CVS and Aetna began integrating immediately after the deal closed, despite a potential upset from a court review. Aetna offloaded its Medicare Part D business, WellCare Health Plans, prior to the deal closing as part of an antitrust agreement from the DOJ. Judge Leon reviewed a lawsuit from the U.S. that challenged the merger, which brought together one of the nation’s largest pharmacy benefit managers (PBMs) and pharmacy retailers with the third largest health insurer in the U.S. At one point, Leon accused regulators, including the Department of Justice, of giving the deal a “rubber stamp” approval.
“The merger combines two healthcare giants,” Leon wrote in his opinion. “Its effects, for better or worse, will be felt by millions of consumers.”
According to Leon, CVS and the Government provided “a more persuasive rebuttal” than the opposers of the deal.

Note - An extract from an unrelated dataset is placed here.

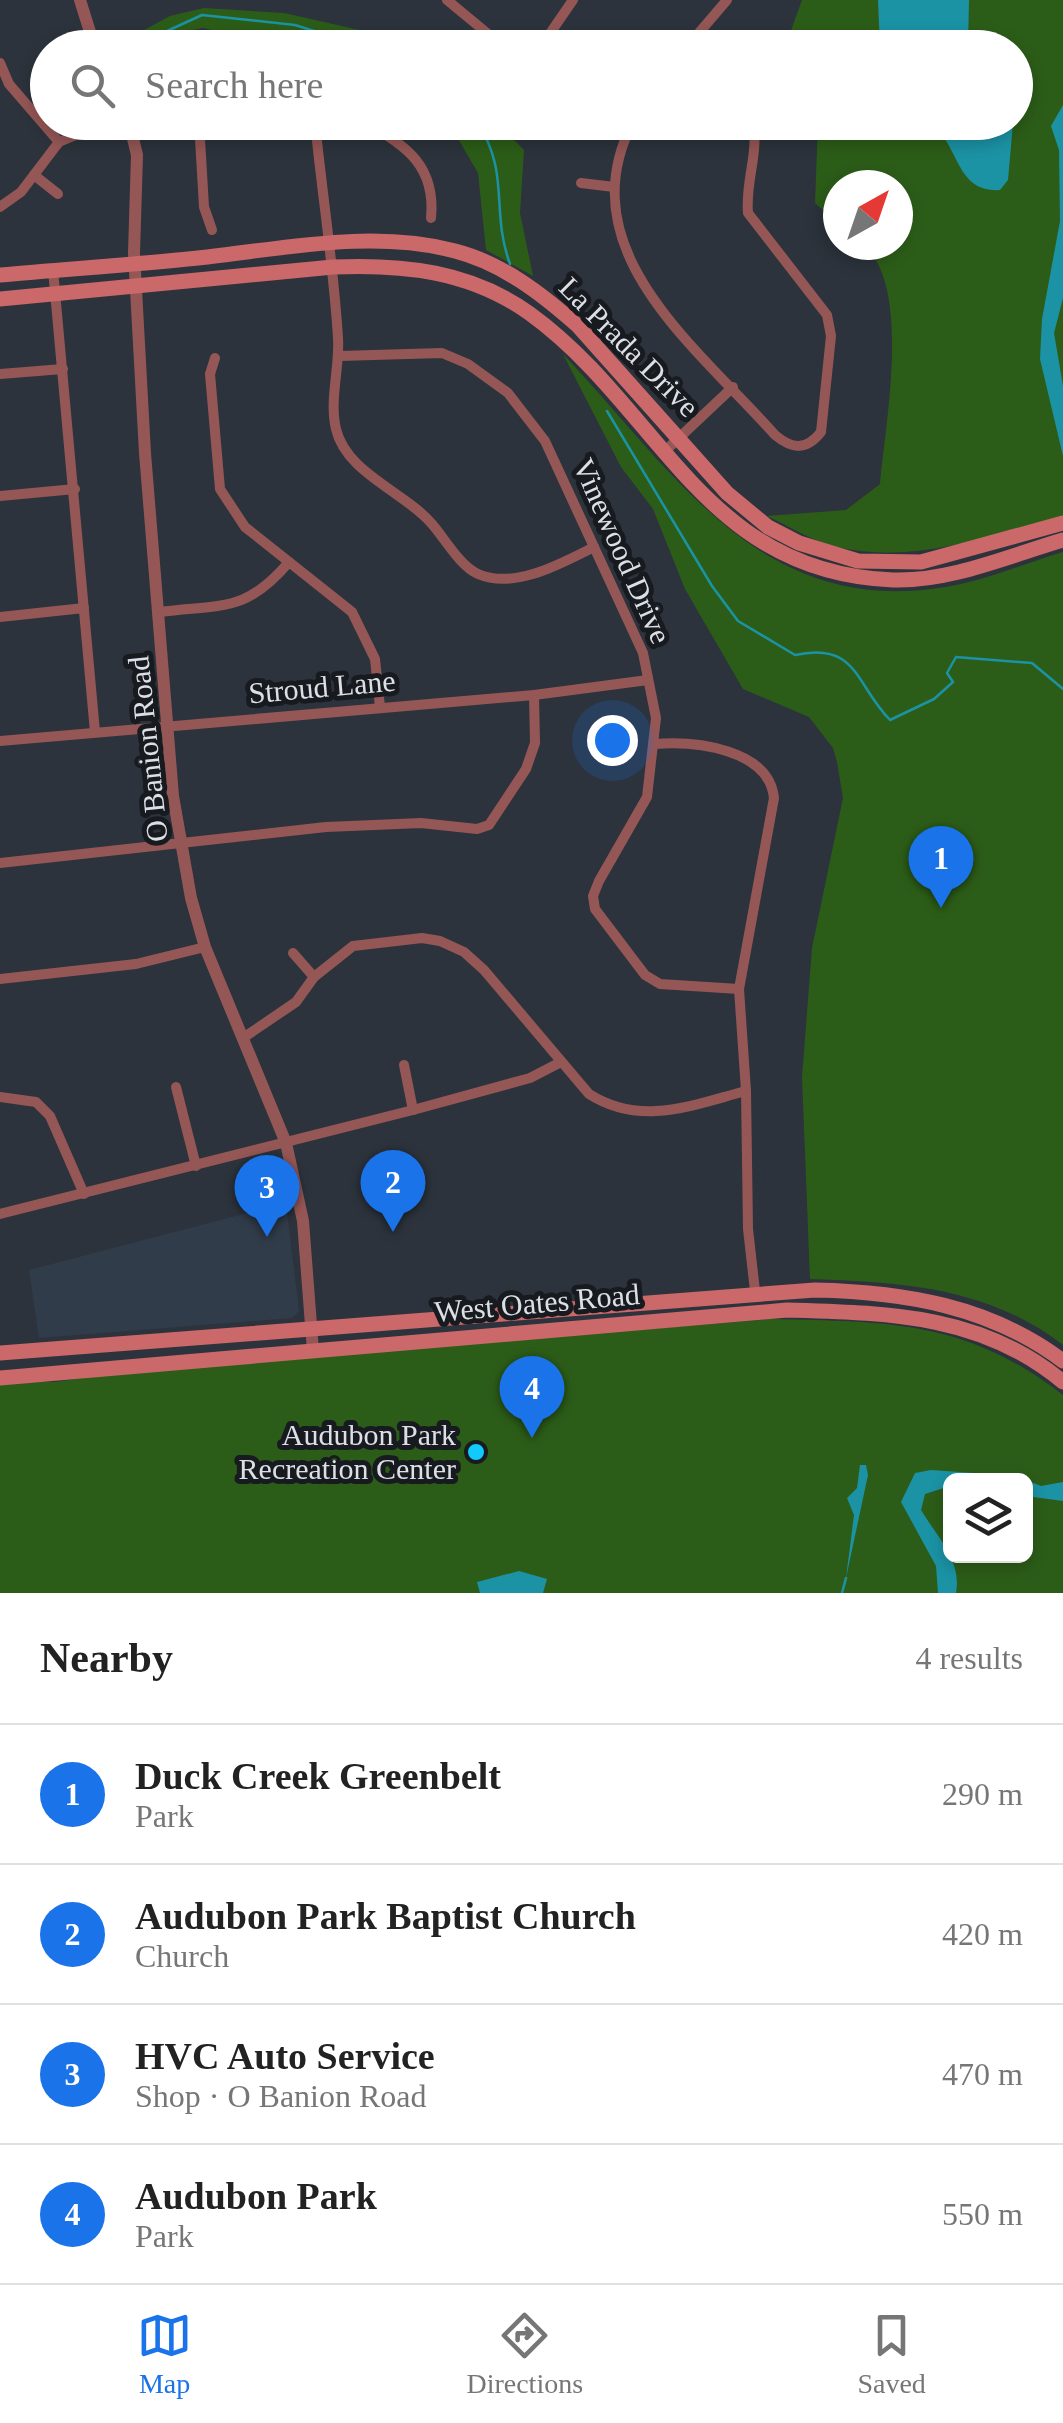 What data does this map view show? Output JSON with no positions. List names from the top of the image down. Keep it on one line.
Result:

“CVS Health and Aetna have been one company since November 2018, today’s action by the district court makes that 100 percent clear,” reads a statement from CVS Health. “We remain focused on transforming the consumer health care experience in America."

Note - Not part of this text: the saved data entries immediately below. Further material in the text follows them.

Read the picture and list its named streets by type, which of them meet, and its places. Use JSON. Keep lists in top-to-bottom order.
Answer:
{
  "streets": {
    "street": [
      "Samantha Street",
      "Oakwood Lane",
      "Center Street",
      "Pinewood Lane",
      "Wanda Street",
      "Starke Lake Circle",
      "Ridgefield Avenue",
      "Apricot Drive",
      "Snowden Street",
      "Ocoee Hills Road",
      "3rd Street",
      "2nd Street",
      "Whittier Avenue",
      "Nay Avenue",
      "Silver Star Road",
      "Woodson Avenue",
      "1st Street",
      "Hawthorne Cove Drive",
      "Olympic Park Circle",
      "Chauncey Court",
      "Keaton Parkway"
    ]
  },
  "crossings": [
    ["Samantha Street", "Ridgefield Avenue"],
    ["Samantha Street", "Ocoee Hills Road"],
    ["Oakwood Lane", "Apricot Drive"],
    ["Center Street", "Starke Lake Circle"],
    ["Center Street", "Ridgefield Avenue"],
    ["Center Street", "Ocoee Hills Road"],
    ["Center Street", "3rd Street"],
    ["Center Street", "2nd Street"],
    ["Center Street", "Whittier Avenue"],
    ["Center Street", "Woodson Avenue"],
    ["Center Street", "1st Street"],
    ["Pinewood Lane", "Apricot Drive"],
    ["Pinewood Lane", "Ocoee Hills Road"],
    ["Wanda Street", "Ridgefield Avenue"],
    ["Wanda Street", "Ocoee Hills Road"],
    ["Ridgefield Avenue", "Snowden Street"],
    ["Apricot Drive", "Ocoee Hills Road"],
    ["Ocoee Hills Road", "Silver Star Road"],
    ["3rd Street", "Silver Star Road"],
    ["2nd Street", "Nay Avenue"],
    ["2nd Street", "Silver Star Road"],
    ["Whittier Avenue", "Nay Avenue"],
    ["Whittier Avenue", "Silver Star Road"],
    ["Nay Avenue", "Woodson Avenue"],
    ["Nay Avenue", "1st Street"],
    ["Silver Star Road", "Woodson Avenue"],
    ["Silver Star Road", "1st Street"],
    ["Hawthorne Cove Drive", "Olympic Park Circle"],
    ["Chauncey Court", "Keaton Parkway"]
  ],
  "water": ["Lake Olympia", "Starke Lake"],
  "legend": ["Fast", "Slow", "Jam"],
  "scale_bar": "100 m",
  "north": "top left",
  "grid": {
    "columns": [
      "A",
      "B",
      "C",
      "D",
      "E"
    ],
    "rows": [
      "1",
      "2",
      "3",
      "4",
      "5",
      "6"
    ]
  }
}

Since integrating, CVS has launched a new store concept that provides more healthcare and primary care services to communities.
Some industry groups were quick to condemn the ruling.
“Despite an unprecedented review that dragged many details of this merger into the light, today’s decision ultimately fails patients, will likely raise prices, lower quality, reduce choice, and stifle innovation,” Patrice A. Harris, MD, MA, president of the American Medical Association, said in a statement. “The American people and our health system will not be served well by allowing a merger that combines health insurance giant Aetna Inc. with CVS Health Corporation.”
The AMA was one of the most vocal groups in opposition of the merger, arguing it would make healthcare prices higher and reduce patient choices. AMA was only allowed to present its arguments in court.